* **Your task**: Leave out the images and transcribe the entries below word for word.
.....
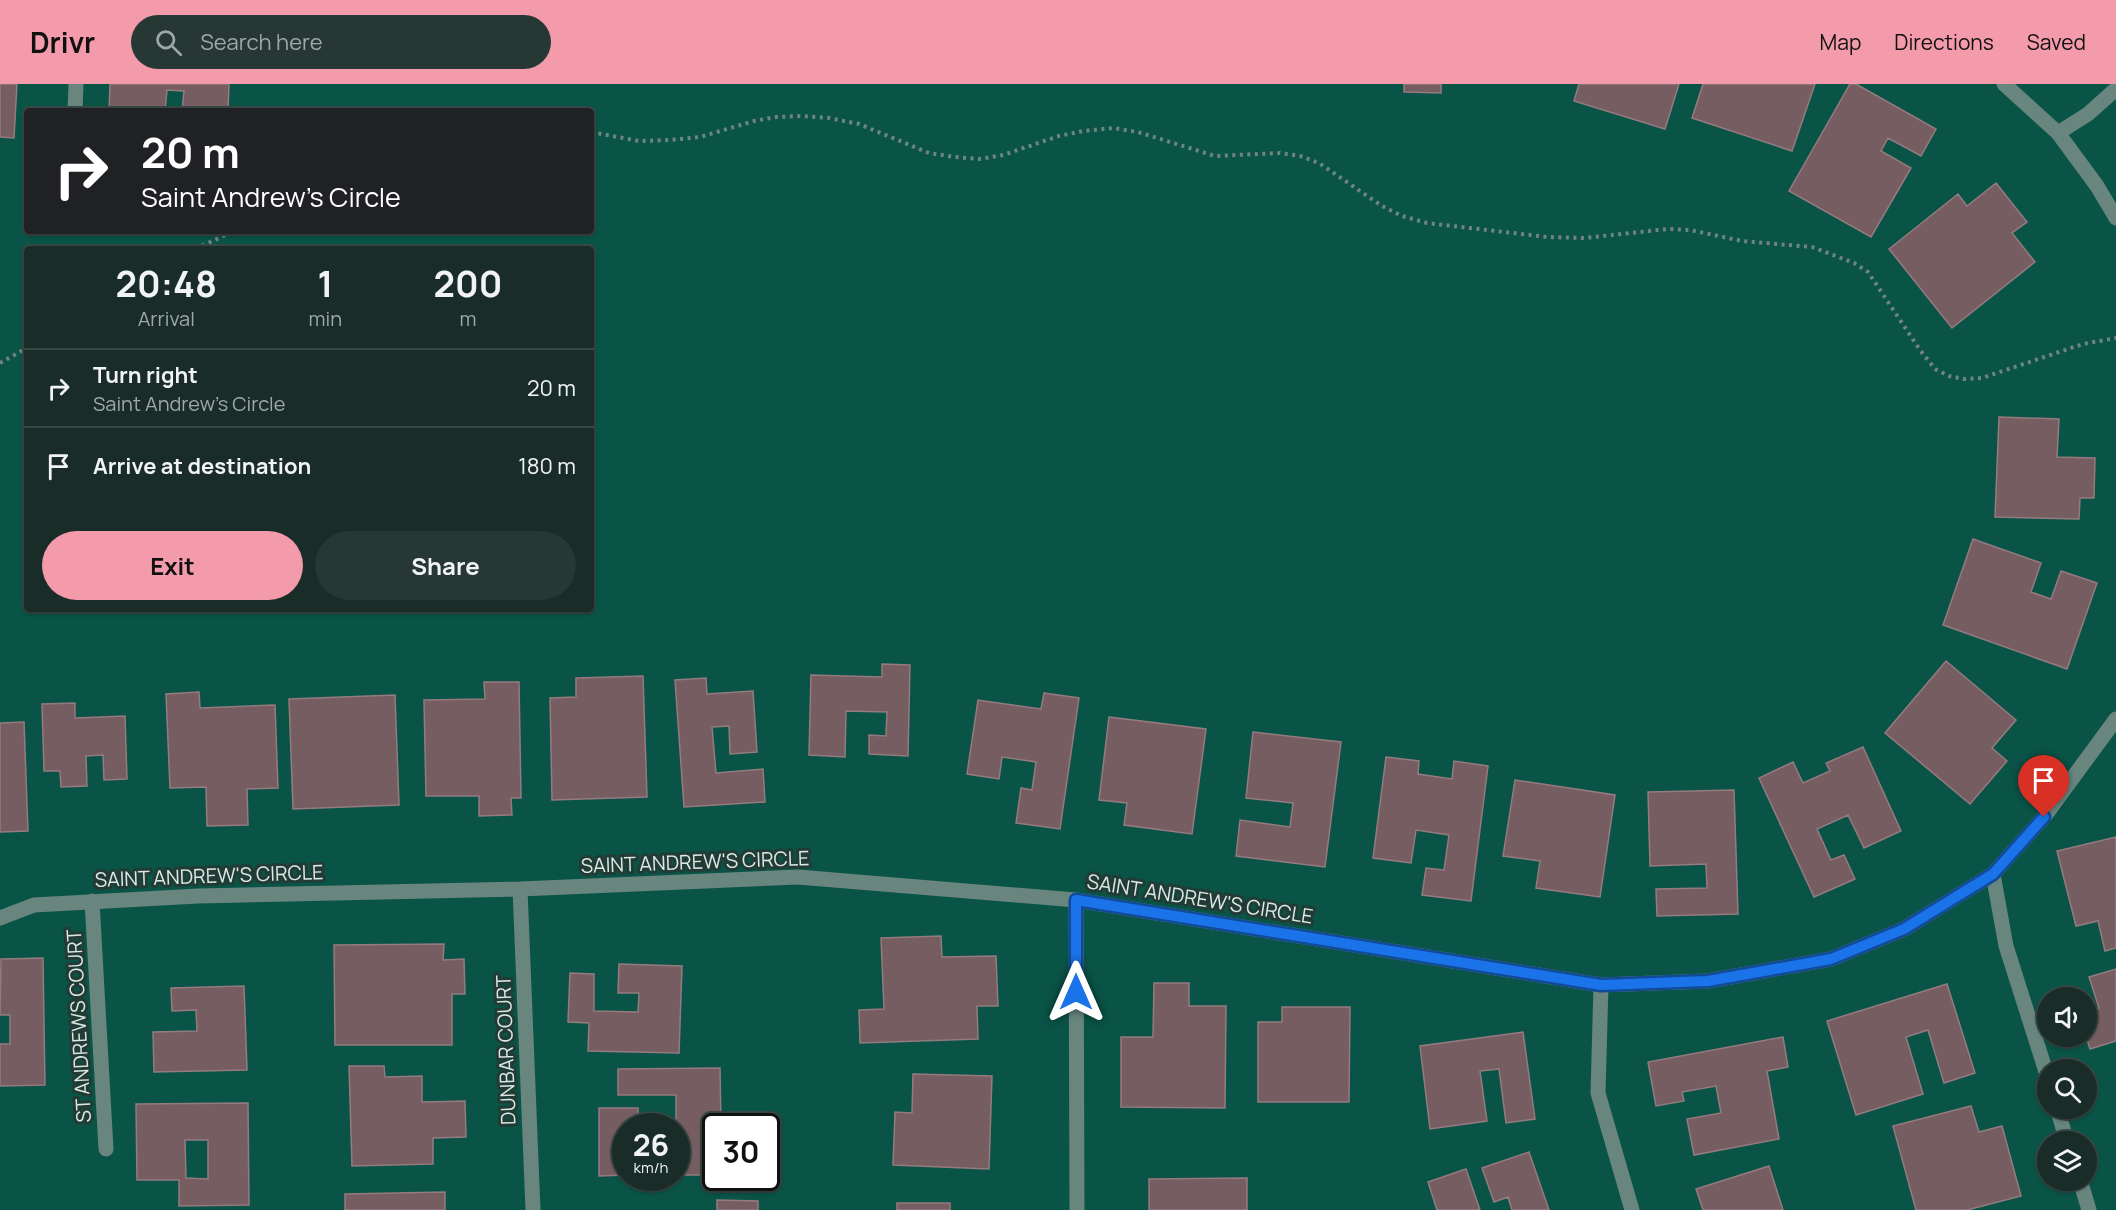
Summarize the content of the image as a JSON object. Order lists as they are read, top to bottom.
{
  "streets": {
    "street": ["SAINT ANDREW'S CIRCLE", "ST ANDREWS COURT", "DUNBAR COURT"]
  },
  "crossings": [
    ["SAINT ANDREW'S CIRCLE", "ST ANDREWS COURT"],
    ["SAINT ANDREW'S CIRCLE", "DUNBAR COURT"]
  ],
  "page": {
    "header": "Drivr",
    "search": "Search here",
    "nav": ["Map", "Directions", "Saved"],
    "turn": ["20 m", "Saint Andrew's Circle"],
    "eta": [
      "20:48",
      "Arrival",
      "1",
      "min",
      "200",
      "m"
    ],
    "list": [
      {
        "name": "Turn right",
        "note": "Saint Andrew's Circle",
        "value": "20 m"
      },
      {
        "name": "Arrive at destination",
        "value": "180 m"
      }
    ],
    "buttons": ["Exit", "Share"],
    "speed": "26 km/h",
    "limit": "30"
  }
}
.....
* **Result of this exercise**:
Summarize the content of the image as a JSON object. Order lists as they are read, top to bottom.
{
  "streets": {
    "street": ["SAINT ANDREW'S CIRCLE", "ST ANDREWS COURT", "DUNBAR COURT"]
  },
  "crossings": [
    ["SAINT ANDREW'S CIRCLE", "ST ANDREWS COURT"],
    ["SAINT ANDREW'S CIRCLE", "DUNBAR COURT"]
  ],
  "page": {
    "header": "Drivr",
    "search": "Search here",
    "nav": ["Map", "Directions", "Saved"],
    "turn": ["20 m", "Saint Andrew's Circle"],
    "eta": [
      "20:48",
      "Arrival",
      "1",
      "min",
      "200",
      "m"
    ],
    "list": [
      {
        "name": "Turn right",
        "note": "Saint Andrew's Circle",
        "value": "20 m"
      },
      {
        "name": "Arrive at destination",
        "value": "180 m"
      }
    ],
    "buttons": ["Exit", "Share"],
    "speed": "26 km/h",
    "limit": "30"
  }
}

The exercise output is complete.